We asked David Tonaszuck, CMT, for his thoughts on the S&P 500 cumulative advance/decline line. Here is what he had to say.
“Recently, the S&P 500 Index cumulative advance/decline line has reached new all-time highs, while the S&P 500 Index daily price chart has not. This is referred to as a bullish divergence, which suggests that the momentum in the cumulative advance/decline line may help lead the daily price chart higher, thereby increasing the likelihood that equities re-test the top end of the range’s resistance once again.”
In conclusion, we like large caps (which compose the S&P 500), and seeing the strength in the S&P 500 cumulative advance/decline line indicates this group should continue to potentially outperform.
Past performance is no guarantee of future results. All indexes are unmanaged and cannot be invested into directly. Unmanaged index returns do not reflect fees, expenses, or sales charges. Index performance is not indicative of the performance of any investment.
The economic forecasts set forth in the presentation may not develop as predicted.
The opinions voiced in this material are for general information only and are not intended to provide or be construed as providing specific investment advice or recommendations for any individual security.
Stock investing involves risk including loss of principal.
Because of its narrow focus, specialty sector investing, such as healthcare, financials, or energy, will be subject to greater volatility than investing more broadly across many sectors and companies.

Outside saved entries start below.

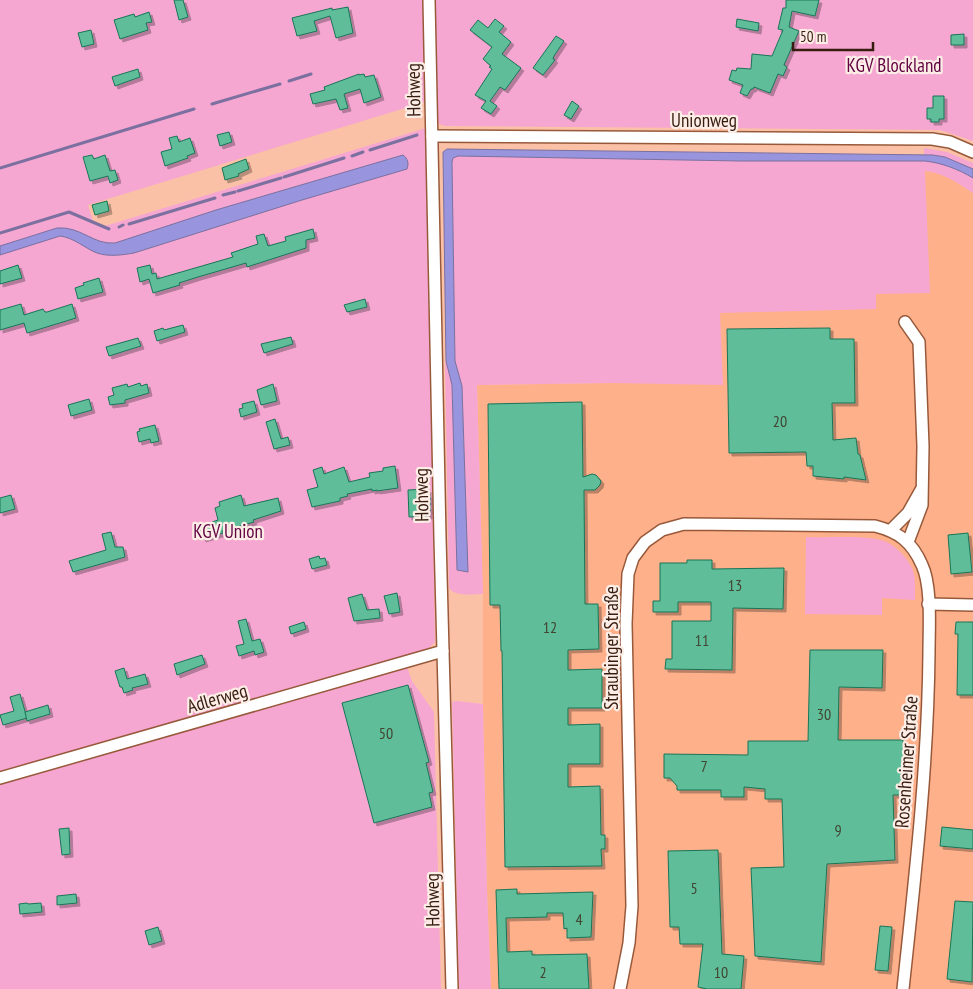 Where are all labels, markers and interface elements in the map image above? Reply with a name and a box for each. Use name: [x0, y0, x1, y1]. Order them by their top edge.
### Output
scale bar: [793, 20, 873, 52]
text: 50 m: [800, 27, 826, 46]
park label: KGV Blockland: [846, 53, 942, 77]
street label: Hohweg: [401, 63, 425, 117]
street label: Unionweg: [671, 108, 737, 132]
house number: 20: [773, 411, 787, 431]
street label: Hohweg: [409, 468, 433, 522]
park label: KGV Union: [193, 519, 263, 543]
house number: 13: [728, 575, 742, 595]
street label: Straubinger Straße: [599, 586, 623, 710]
house number: 12: [543, 617, 557, 637]
house number: 11: [695, 630, 709, 650]
street label: Adlerweg: [184, 678, 250, 718]
street label: Rosenheimer Straße: [889, 695, 923, 829]
house number: 30: [817, 704, 831, 724]
house number: 50: [379, 723, 393, 743]
house number: 7: [700, 756, 708, 776]
house number: 9: [834, 820, 842, 840]
street label: Hohweg: [420, 873, 444, 927]
house number: 5: [690, 878, 698, 898]
house number: 4: [575, 909, 583, 929]
house number: 2: [539, 962, 547, 982]
house number: 10: [714, 962, 728, 982] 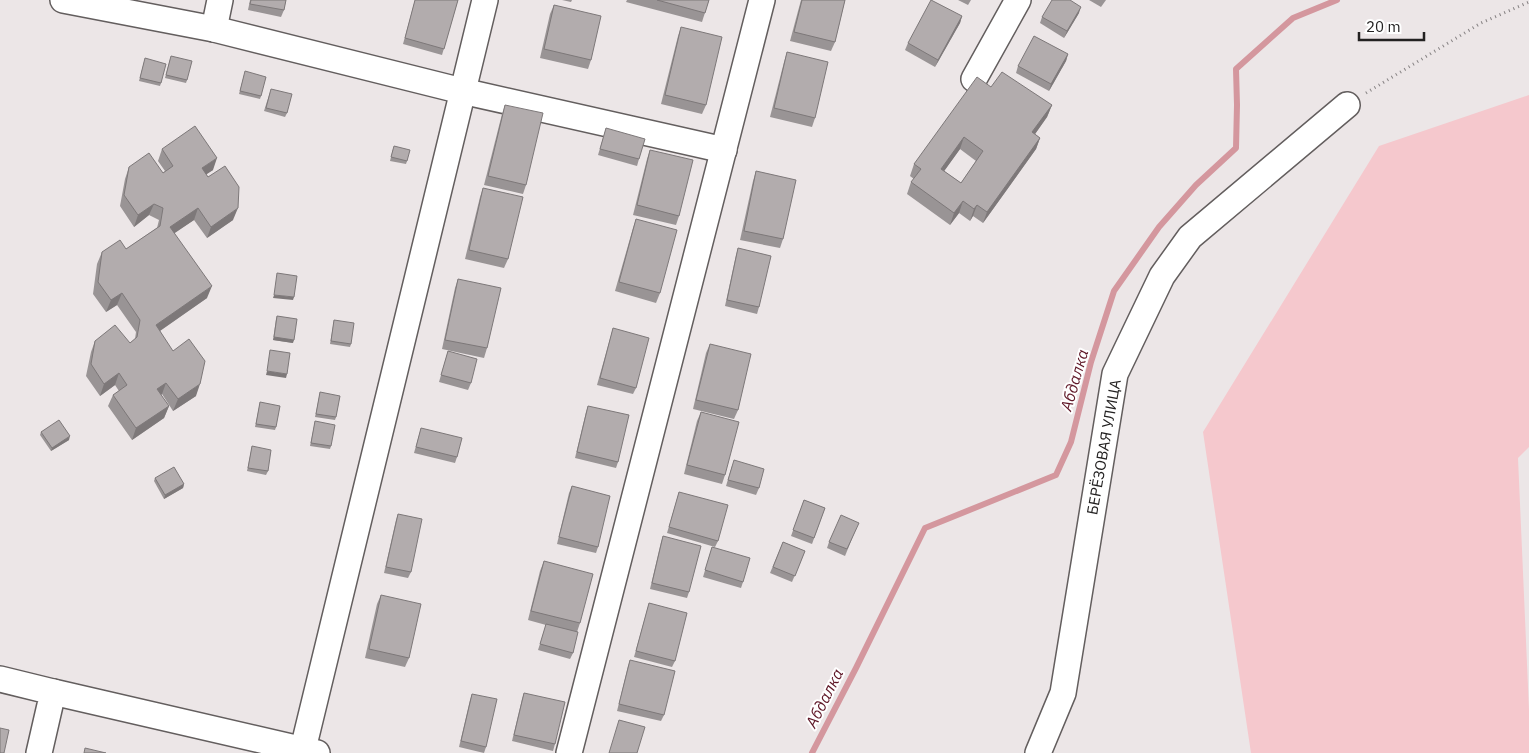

The S&P 500 Index is a capitalization-weighted index of 500 stocks designed to measure performance of the broad domestic economy through changes in the aggregate market value of 500 stocks representing all major industries.
This research material has been prepared by LPL Financial LLC.
To the extent you are receiving investment advice from a separately registered independent investment advisor, please note that LPL Financial LLC is not an affiliate of and makes no representation with respect to such entity.
Securities and Advisory services offered through LPL Financial LLC, a Registered Investment Advisor
Tracking # 1-485186 (Exp. 04/17)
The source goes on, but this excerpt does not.